WORCS: A Workflow for Open Reproducible Code in Science

class: center, middle, inverse, title-slide

.title[
# WORCS: A Workflow for Open Reproducible Code in Science
]
.author[
### Caspar J. Van Lissa, Brandmaier, Brinkman, Lamprecht, Peikert, Struiksma, & Vreede (2021), <em>Data Science</em>, DOI: <a href="https://content.iospress.com/articles/data-science/ds210031">10.3233/DS-210031</a>
]

---

# Defining Open Science

"Open science is just good science" (Jonathan Tennant, 2018)

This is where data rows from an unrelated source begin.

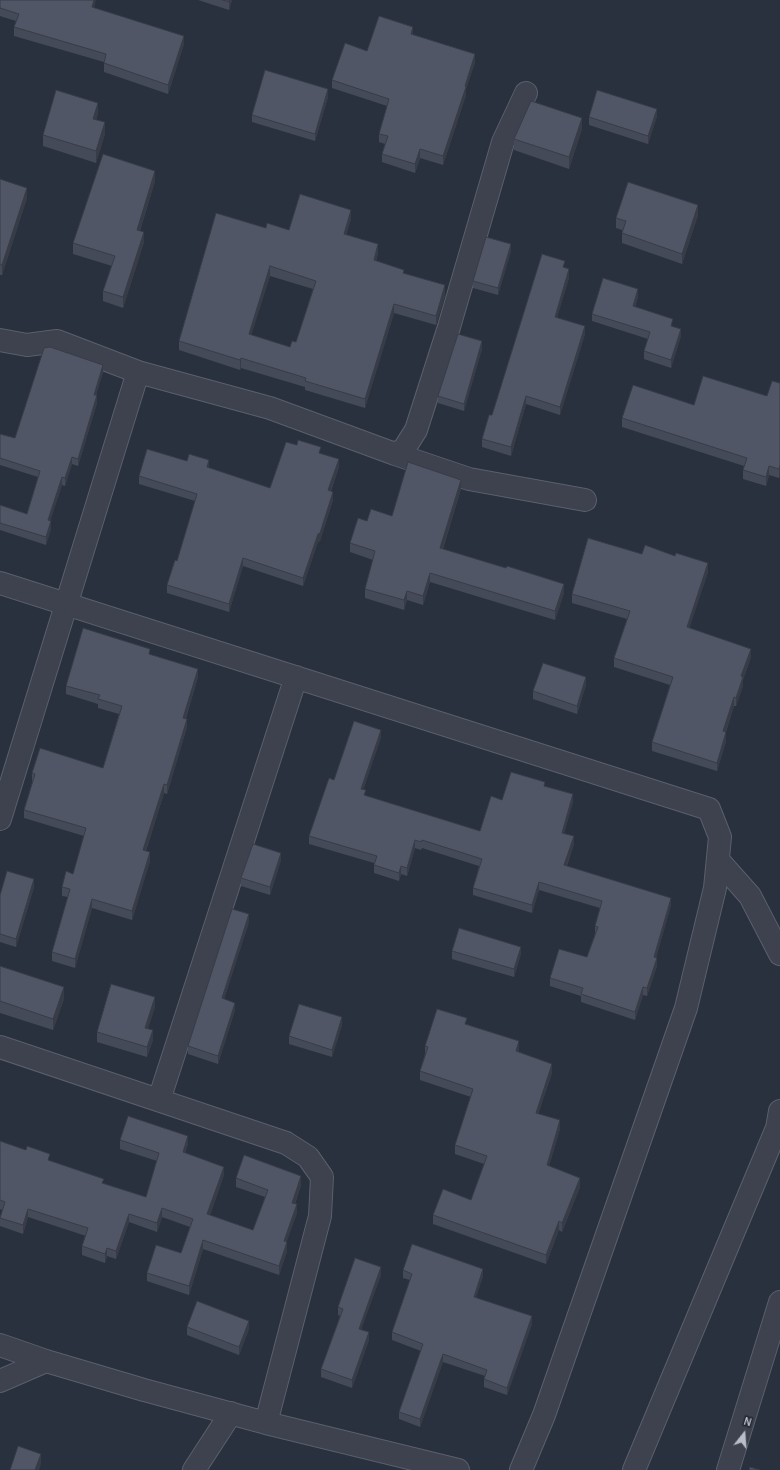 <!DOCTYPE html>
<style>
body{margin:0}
#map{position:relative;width:780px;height:1470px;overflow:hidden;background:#29303e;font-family:Karla,sans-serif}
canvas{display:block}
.north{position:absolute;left:724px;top:1414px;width:40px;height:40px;-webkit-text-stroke:3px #212734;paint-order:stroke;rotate:17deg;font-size:11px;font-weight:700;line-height:16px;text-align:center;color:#b9bec9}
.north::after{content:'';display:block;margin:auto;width:14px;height:18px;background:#b9bec9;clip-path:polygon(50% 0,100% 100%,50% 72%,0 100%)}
</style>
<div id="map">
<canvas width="780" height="1470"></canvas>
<div class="north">N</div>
</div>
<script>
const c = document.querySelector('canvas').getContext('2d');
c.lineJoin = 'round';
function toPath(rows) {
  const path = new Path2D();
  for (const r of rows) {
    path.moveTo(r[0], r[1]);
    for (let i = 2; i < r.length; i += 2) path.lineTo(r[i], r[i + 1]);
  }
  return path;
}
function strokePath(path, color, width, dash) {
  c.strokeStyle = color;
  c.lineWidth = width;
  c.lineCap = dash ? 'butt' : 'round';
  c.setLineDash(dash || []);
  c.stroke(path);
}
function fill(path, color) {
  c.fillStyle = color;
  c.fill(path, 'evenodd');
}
const minor = toPath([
 [0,340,27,345,57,341,138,372,270,408,395,454,404,449,416,430,449,327,503,142,526,93],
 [395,454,469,479,585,500],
 [0,583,709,809,720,837,715,888,686,1008,544,1415,521,1470],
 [0,819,138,372],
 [718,860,750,896,780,954],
 [0,1047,286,1143,308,1157,322,1177,320,1216,266,1423],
 [159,1100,296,677],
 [0,1345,46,1361,144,1390,266,1423,458,1470],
 [0,1381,46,1361],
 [194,1470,231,1413],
 [634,1470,777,1128,780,1111],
 [728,1470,780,1302]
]);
strokePath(minor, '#5a606c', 24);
strokePath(minor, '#3d424e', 22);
fill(toPath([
 [0,0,94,8,184,44,168,94,104,72,104,62,14,36,14,27,16,21,0,16],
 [198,0,232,0,229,10],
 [413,35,475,62,466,89,466,95,443,165,420,158,415,173,382,162,382,154,385,144,379,142,379,134,387,106,332,88,332,80,367,51],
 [328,97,315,141,252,122,252,115],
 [98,114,96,120,105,134,96,163,43,146,43,135],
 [657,116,648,144,589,125,589,117],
 [582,129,569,169,514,150,514,139],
 [0,179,27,198,2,275,0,275],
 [155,181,140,231,144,242,123,308,103,301,103,291,112,266,73,254,73,243],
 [698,215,682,264,622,243,622,230,616,228,616,218],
 [351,219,346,234,378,253,376,261,404,273,445,295,436,325,394,313,365,408,305,390,305,387,241,368,240,370,179,350,179,341,266,228,289,230],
 [270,276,313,289,296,342,290,347,251,335],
 [511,251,498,295,473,288,473,281],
 [565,268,569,278,557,317,585,334,560,415,526,404,511,456,482,447,482,439,492,415],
 [638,297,635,307,673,326,681,336,671,368,644,359,644,351,648,339,592,321,592,314],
 [482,349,464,411,438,403,438,396],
 [103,372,96,395,97,403,78,466,72,464,65,486,62,485,50,521,51,529,46,545,0,530,0,505,27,514,38,477,0,465,0,434,15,438],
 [780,383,780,474,779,478,769,475,766,486,743,479,743,470,744,466,622,427,622,418,694,405,767,396],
 [321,453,339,467,331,491,333,500,320,541,318,542,303,586,243,566,229,612,167,593,167,585,177,561,195,501,139,484,139,476,209,468,270,488],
 [461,489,443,549,564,593,555,620,430,582,423,605,407,600,404,610,365,598,365,589,373,560,350,552,350,543,367,521,392,516],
 [642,554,708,572,689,628,751,657,743,680,743,686,736,706,734,706,726,732,726,741,717,771,652,751,652,742,670,685,614,667,614,658,627,619,572,603,572,594],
 [150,655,198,677,186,718,187,727,167,794,164,793,146,851,150,861,132,920,92,908,75,968,52,961,52,952,68,897,62,896,62,887,73,874,84,836,24,818,24,810,33,782,32,781,32,773,103,768,119,714,98,708,98,704,66,694,66,686],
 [586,685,577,714,533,699,533,691],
 [381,737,363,790,366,796,480,831,502,800,545,786,573,802,564,833,574,844,567,866,671,905,656,958,657,966,647,996,643,995,635,1020,581,1002,581,996,550,986,550,978,587,957,595,934,595,926,600,908,539,890,532,913,473,895,473,888,479,866,422,848,421,850,415,848,407,876,401,874,399,881,374,873,374,863,309,844,309,836,334,780],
 [281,860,270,895,241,886,241,878],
 [34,887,16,947,0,942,0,895],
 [249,922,224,999,235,1010,218,1064,188,1054,188,1046],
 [452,951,521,954,514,977,452,959],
 [0,966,64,999,53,1030,0,1013],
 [155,1007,148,1028,153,1040,147,1057,97,1042,97,1032],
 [467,1024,519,1050,519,1052,552,1073,538,1114,560,1129,549,1166,580,1187,562,1232,559,1230,546,1264,433,1224,433,1215,471,1200,484,1164,455,1154,455,1145,471,1097,420,1080,420,1071,425,1054,425,1046],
 [342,1025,332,1057,289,1044,289,1036],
 [120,1140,188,1144,185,1153,224,1175,210,1215,253,1230,265,1197,236,1187,236,1178,301,1185,295,1204,297,1213,286,1242,287,1251,279,1275,203,1249,189,1295,147,1281,147,1273,181,1253,190,1227,162,1217,157,1232,129,1222,116,1259,107,1256,105,1263,82,1255,82,1246,86,1236,28,1217,23,1234,0,1226,0,1217,2,1210,0,1209,0,1141,50,1161,104,1184,146,1197,157,1161,120,1149],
 [403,1270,483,1276,476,1297,532,1324,507,1395,484,1387,484,1379,485,1376,443,1362,420,1427,399,1419,399,1412,421,1351,392,1340,392,1332,410,1280,403,1278],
 [381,1275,361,1329,369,1340,352,1388,321,1377,321,1369,340,1316,338,1315,338,1307],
 [187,1327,249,1329,239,1355,187,1335]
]), '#454a58');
fill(toPath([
 [94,0,96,0,92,16,92,7],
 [229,0,232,0,229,10],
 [413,27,413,35,411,34],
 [184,36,184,44,168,94,168,85],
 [475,54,475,62,466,89,466,95,443,165,443,156],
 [328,89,328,97,315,141,315,134],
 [98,103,98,114,93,130,93,119],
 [657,109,657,116,648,144,648,136],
 [582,118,582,129,569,169,569,157],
 [105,122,105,134,96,163,96,151],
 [420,149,420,158,415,173,415,164],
 [155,171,155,181,137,240,137,230],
 [27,188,27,198,2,275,2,265],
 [698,205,698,215,682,264,682,254],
 [351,210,351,219,344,243,344,234],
 [144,232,144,242,123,308,123,297],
 [378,244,378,253,374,269,374,260],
 [511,244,511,251,498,295,498,288],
 [270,266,270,276,249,343,249,334],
 [569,269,569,278,555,325,555,317],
 [445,285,445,295,436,325,436,316],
 [638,289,638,297,633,314,633,306],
 [394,304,394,313,365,408,365,399],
 [585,326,585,334,560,415,560,407],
 [681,329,681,336,671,368,671,360],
 [482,341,482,349,464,411,464,404],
 [241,358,241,368,240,370,240,360],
 [103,365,103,372,94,402,94,395],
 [97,395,97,403,78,466,78,459],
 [526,396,526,404,511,456,511,447],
 [72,457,72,464,65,486,65,478],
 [339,459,339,467,328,498,328,490],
 [209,460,209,468,207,467],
 [780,465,780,474,779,478,779,469],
 [769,466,769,475,766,486,766,477],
 [62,477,62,485,48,528,48,520],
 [461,480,461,489,440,557,440,548],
 [333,492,333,500,320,541,318,542,303,586,303,578,318,534],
 [51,521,51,529,46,545,46,537],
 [243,558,243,566,229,612,229,604],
 [708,563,708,572,687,636,687,627],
 [430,573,430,582,423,605,423,596],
 [564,584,564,593,555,620,555,611],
 [407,591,407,600,404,610,404,600],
 [751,649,751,657,743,680,743,686,736,706,736,698,741,676],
 [198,669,198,677,183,726,183,718],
 [586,677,586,685,577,714,577,706],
 [734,697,734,706,723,740,723,731],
 [187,719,187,727,167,794,167,785],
 [381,730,381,737,361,797,361,789],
 [726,732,726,741,717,771,717,763],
 [164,784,164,793,143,859,143,850],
 [573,794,573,802,562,840,562,833],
 [574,836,574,844,564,873,564,865],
 [415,840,415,848,407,876,407,868],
 [150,852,150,861,132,920,132,911],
 [281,853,281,860,270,895,270,887],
 [401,866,401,874,399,881,399,873],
 [34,879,34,887,16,947,16,939],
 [539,882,539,890,532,913,532,905],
 [671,898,671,905,654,965,654,957],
 [92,899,92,908,75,968,75,959],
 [249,914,249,922,222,1006,222,998],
 [521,947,521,954,514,977,514,969],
 [657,958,657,966,647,996,647,988],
 [64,987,64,999,53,1030,53,1019],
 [643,987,643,995,635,1020,635,1012],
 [155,997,155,1007,145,1038,145,1028],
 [235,1003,235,1010,218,1064,218,1056],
 [342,1017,342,1025,332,1057,332,1050],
 [153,1030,153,1040,147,1057,147,1047],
 [519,1041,519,1050,516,1060,516,1051],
 [552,1064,552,1073,536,1122,536,1113],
 [560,1120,560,1129,547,1174,547,1165],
 [188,1136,188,1144,183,1161,183,1152],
 [224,1167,224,1175,207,1223,207,1214],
 [301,1176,301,1185,292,1212,292,1203],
 [580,1178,580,1187,562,1232,562,1223],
 [297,1204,297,1213,284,1250,284,1241],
 [162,1208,162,1217,157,1232,157,1223],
 [28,1209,28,1217,23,1234,23,1225],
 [129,1214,129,1222,116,1259,116,1251],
 [559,1221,559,1230,546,1264,546,1255],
 [203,1240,203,1249,189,1295,189,1286],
 [287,1242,287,1251,279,1275,279,1266],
 [107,1248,107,1256,105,1263,105,1254],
 [381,1267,381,1275,359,1336,359,1329],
 [483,1269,483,1276,474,1304,474,1297],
 [532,1316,532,1324,507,1395,507,1388],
 [249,1321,249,1329,239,1355,239,1347],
 [369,1332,369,1340,352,1388,352,1380],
 [443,1354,443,1362,420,1427,420,1419],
 [41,1454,41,1464,39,1470,35,1470]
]), '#383c47');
const building = toPath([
 [0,0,94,0,92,7,184,36,168,85,104,63,106,54,14,27,19,14,0,8,0,0],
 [223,0,229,0,229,2,223,0],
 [379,16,413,27,411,34,475,54,465,86,466,87,443,156,420,149,415,164,382,154,388,136,379,134,389,99,332,80,345,43,367,51,379,16],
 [265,70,328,89,315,134,252,115,265,70],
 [56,90,98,103,93,119,105,122,96,151,43,135,56,90],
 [597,90,657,109,648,136,589,117,597,90],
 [531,101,582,118,569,157,514,139,531,101],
 [103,154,155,171,137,230,144,232,123,297,103,291,115,256,73,243,103,154],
 [0,179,27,188,2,265,0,264,0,179],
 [628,182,698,205,682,254,622,233,626,221,616,218,628,182],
 [300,194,351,210,344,234,378,244,374,260,404,270,403,273,445,285,436,316,394,304,365,399,305,381,306,378,241,358,240,360,179,341,216,213,266,228,267,223,289,230,300,194],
 [270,266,316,281,296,342,292,341,290,347,249,334,270,266],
 [486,237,511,244,498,288,473,281,486,237],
 [542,254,565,261,563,267,569,269,555,317,585,326,560,407,526,396,511,447,482,439,489,415,492,415,542,254],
 [603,278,638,289,633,306,673,319,671,326,681,329,671,360,644,351,650,332,592,314,603,278],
 [458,334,482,341,464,404,438,396,458,334],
 [50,347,103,365,94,395,97,395,78,459,72,457,65,478,62,477,48,520,51,521,46,537,0,523,0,505,27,514,40,471,0,458,0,434,15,438,44,348,50,347],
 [703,376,767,396,772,381,780,383,780,465,779,469,769,466,766,477,743,470,747,458,622,418,633,385,694,405,703,376],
 [298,440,321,447,319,453,339,459,328,490,333,492,320,533,318,534,303,578,243,558,229,604,167,585,175,560,177,561,197,494,139,476,147,449,187,461,189,454,209,460,207,467,270,488,286,442,297,445,298,440],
 [408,462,461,480,440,548,506,568,507,566,564,584,555,611,430,573,423,596,407,591,404,600,365,589,375,551,350,543,358,518,367,521,371,509,392,516,408,462],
 [588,538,642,554,645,545,675,556,676,553,708,563,687,627,751,649,741,676,743,677,736,698,734,697,723,731,726,732,717,763,652,742,673,677,614,658,630,611,572,594,588,538],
 [83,628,150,649,149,654,198,669,183,718,187,719,167,785,164,784,143,850,150,852,132,911,92,899,75,959,52,952,70,889,62,887,66,871,73,874,86,828,24,810,35,774,32,773,40,748,103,768,122,706,98,699,100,695,66,686,83,628],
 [543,663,586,677,577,706,533,691,543,663],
 [354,721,381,730,361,789,366,790,364,795,480,831,491,796,502,800,511,772,545,782,544,786,573,794,562,833,574,836,564,865,671,898,654,957,657,958,647,988,643,987,635,1012,581,994,583,988,550,978,559,949,587,957,598,927,595,926,602,901,539,882,532,905,473,888,482,859,422,840,421,842,415,840,407,868,401,866,399,873,374,865,377,856,309,836,329,778,334,780,354,721],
 [253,844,281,853,270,887,241,878,253,844],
 [7,871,34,879,16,939,0,934,0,895,7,871],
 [232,909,249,914,222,998,235,1003,218,1056,188,1046,232,909],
 [459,928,521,947,514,969,452,951,459,928],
 [0,966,64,987,53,1019,0,1001,0,966],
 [111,984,155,997,145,1028,153,1030,147,1047,97,1032,111,984],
 [299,1004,342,1017,332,1050,289,1036,299,1004],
 [437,1009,467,1018,465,1024,519,1041,516,1051,552,1064,536,1113,560,1120,547,1165,580,1178,562,1223,559,1221,546,1255,433,1215,443,1189,471,1200,487,1156,455,1145,473,1089,420,1071,428,1047,425,1046,437,1009],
 [128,1116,188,1136,183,1152,224,1167,207,1214,253,1230,268,1190,236,1178,244,1155,301,1176,292,1203,297,1204,284,1241,287,1242,279,1266,203,1240,189,1286,147,1273,156,1245,181,1253,193,1219,162,1208,157,1223,129,1214,116,1251,107,1248,105,1254,82,1246,88,1228,28,1209,23,1225,0,1218,5,1202,0,1200,0,1141,26,1150,27,1146,50,1154,48,1160,104,1179,102,1183,146,1197,159,1153,120,1140,128,1116],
 [412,1244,483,1269,474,1297,532,1316,507,1388,484,1379,487,1370,443,1354,420,1419,399,1412,423,1344,392,1332,412,1274,403,1270,412,1244],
 [355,1258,381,1267,359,1329,369,1332,352,1380,321,1369,343,1309,338,1307,355,1258],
 [197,1301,249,1321,239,1347,187,1327,197,1301],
 [18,1446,41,1454,35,1470,10,1470,18,1446],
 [750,1467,760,1470,749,1470,750,1467]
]);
fill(building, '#505666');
strokePath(building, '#383c47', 1);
</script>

* **Conceptually**, transparency / replicability are intrinsic to scientific method

Formal definitions:

* TOP guidelines (Nosek et al., 2015)
* FAIR principles (Wilkinson et al., 2016)
---

# Meeting TOP guidelines...

Relevant to openness and reproducibility:

1. **Citation** of literature, data, materials, and methods;
2. **Sharing** data;
3. **Sharing** the code required to reproduce analyses;
4. **Sharing** new research materials;
5. **Sharing** details of the design and analysis;
6. **Pre-registration** of studies before data collection;
7. **Pre-registration** of the analysis plan;

Relevant to replication:

8. _Replication of published results._

.footnote[[Nosek _et al._, 2015](https://osf.io/9f6gx/#!)]
---

## ...in a FAIR manner

* **F**indable
    + Through standardized repositories or cross-repository search engines
    + With Digital Object Identifier (DOI)
* **A**ccessible online for humans and machines
    + Long-term storage
* **I**nteroperable
    + Open file type
* **R**eusability
    + License data, code, and materials for reuse

.footnote[Wilkinson et al., 2016]
---

# Why open science?

Sterling, 1959:

![](images/sterling_1959.png)
---

# Why open science?

* Scientiﬁc fraud (Levelt, Noort, & Drenth, 2012)
* Questionable research practices (John, Loewenstein, & Prelec, 2012)
* P-hacking / p-ritual (Gigerenzer, 2018)
* Replication crisis (Shrout & Rodgers, 2018)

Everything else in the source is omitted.